The optimum long-term storage temperature for garlic is 35 to 40 degrees F. In warmer temperatures, garlic will begin to sprout. Dryness and complete darkness are essential. You can store them in a paper bag in the basement with your potatoes.
You’ll see best storage results when you stash squash in a cool, dry spot. For most winter squash, store at 50º to 55º F with relative humidity of 60 to 70 percent. The one exception is acorn squash (which stores only for about a month) which should be kept at temperatures less than 55 (in the fridge). Higher temperatures cause the flesh to become stringy. Avoid storing squash in higher humidity, which can promote rots to start. Check your stored squash monthly to identify and use up any fruit that shows sign of decay.
Carrots and Beets:
For refrigerator storage, lie similar-sized, same-variety vegetables in a single layer in gallon freezer bags. Remove as much air as possible before sealing each bag. Stack bags flat on a shelf or in a drawer in the refrigerator. Check monthly for decay and use those first. Beets will stay hard and sweet for five months or more; carrots should last almost as long. Should there be fine root hairs or a little decay, simply peel this off; the root itself will be fine. Carrots and beets can be shredded raw into salads, or can be parboiled, added to soups or stews, or roasted.
A second technique is to store these crops in moist sand. Prepare the carrots or beets as above. Moisten clean sand in a large container or wheelbarrow. Pack the vegetables into a tub, wooden box, 5-gallon bucket, plastic-lined cardboard box, or a root storage bin. Start by placing several inches of moist sand on the bottom of the storage container. Lay vegetables on the sand in a single layer, not touching each other. Cover them completely with sand and continue layering until box or bin is full. Top with a layer of moist sand. Container will be heavy when full, so plan accordingly. Remove the stored vegetables as needed.
Turnips, Korean Moo & Daikon:
can all be stored just like carrots, with a little more moisture (fewer holes in the bag or wetter sand).
Cabbage can be stored, like potatoes and garlic, at about 35 to 40 degrees with 90% humidity.
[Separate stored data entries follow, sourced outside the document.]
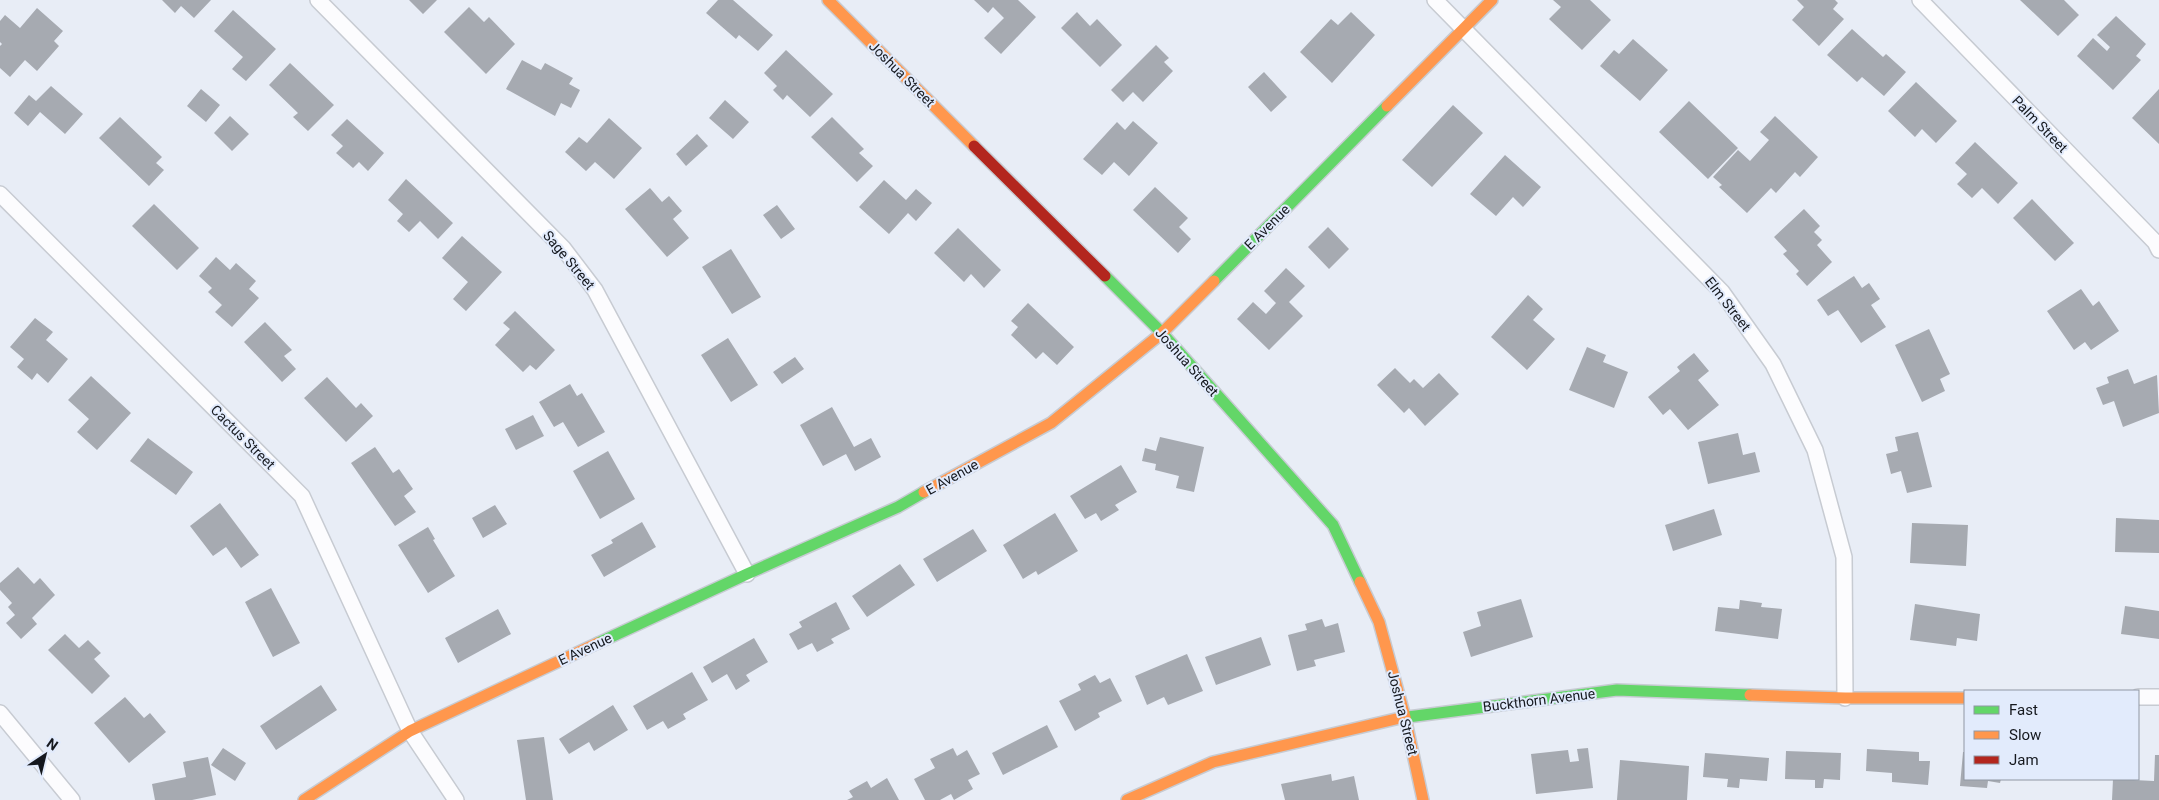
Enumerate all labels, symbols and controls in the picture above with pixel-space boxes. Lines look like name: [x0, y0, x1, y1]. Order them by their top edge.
street label: Joshua Street: [866, 38, 938, 110]
street label: Palm Street: [2009, 92, 2071, 156]
street label: E Avenue: [1241, 201, 1293, 253]
street label: Sage Street: [540, 227, 598, 293]
street label: Elm Street: [1702, 274, 1754, 334]
street label: Joshua Street: [1152, 325, 1222, 400]
street label: Cactus Street: [208, 402, 279, 473]
street label: E Avenue: [923, 456, 981, 498]
street label: E Avenue: [556, 630, 614, 668]
street label: Joshua Street: [1385, 669, 1421, 757]
street label: Buckthorn Avenue: [1482, 685, 1596, 715]
legend: [1964, 690, 2139, 780]
text: Fast: [2009, 701, 2038, 719]
text: Slow: [2009, 726, 2041, 744]
north arrow: [20, 730, 70, 780]
text: N: [44, 735, 61, 754]
text: Jam: [2009, 751, 2039, 769]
You want to be careful where you store cabbage because it emits a gas, ethylene, that can hasten the ripening of other fruits and vegetables in close proximity. Therefore, store these heads upside down in a cardboard box or another enclosed box with ventilation but relatively high humidity, away from other storage vegetables and fruits (especially apples). When you use it, just peel back the rotting layers on the outside and the tight inside head will be perfectly fine and sweet!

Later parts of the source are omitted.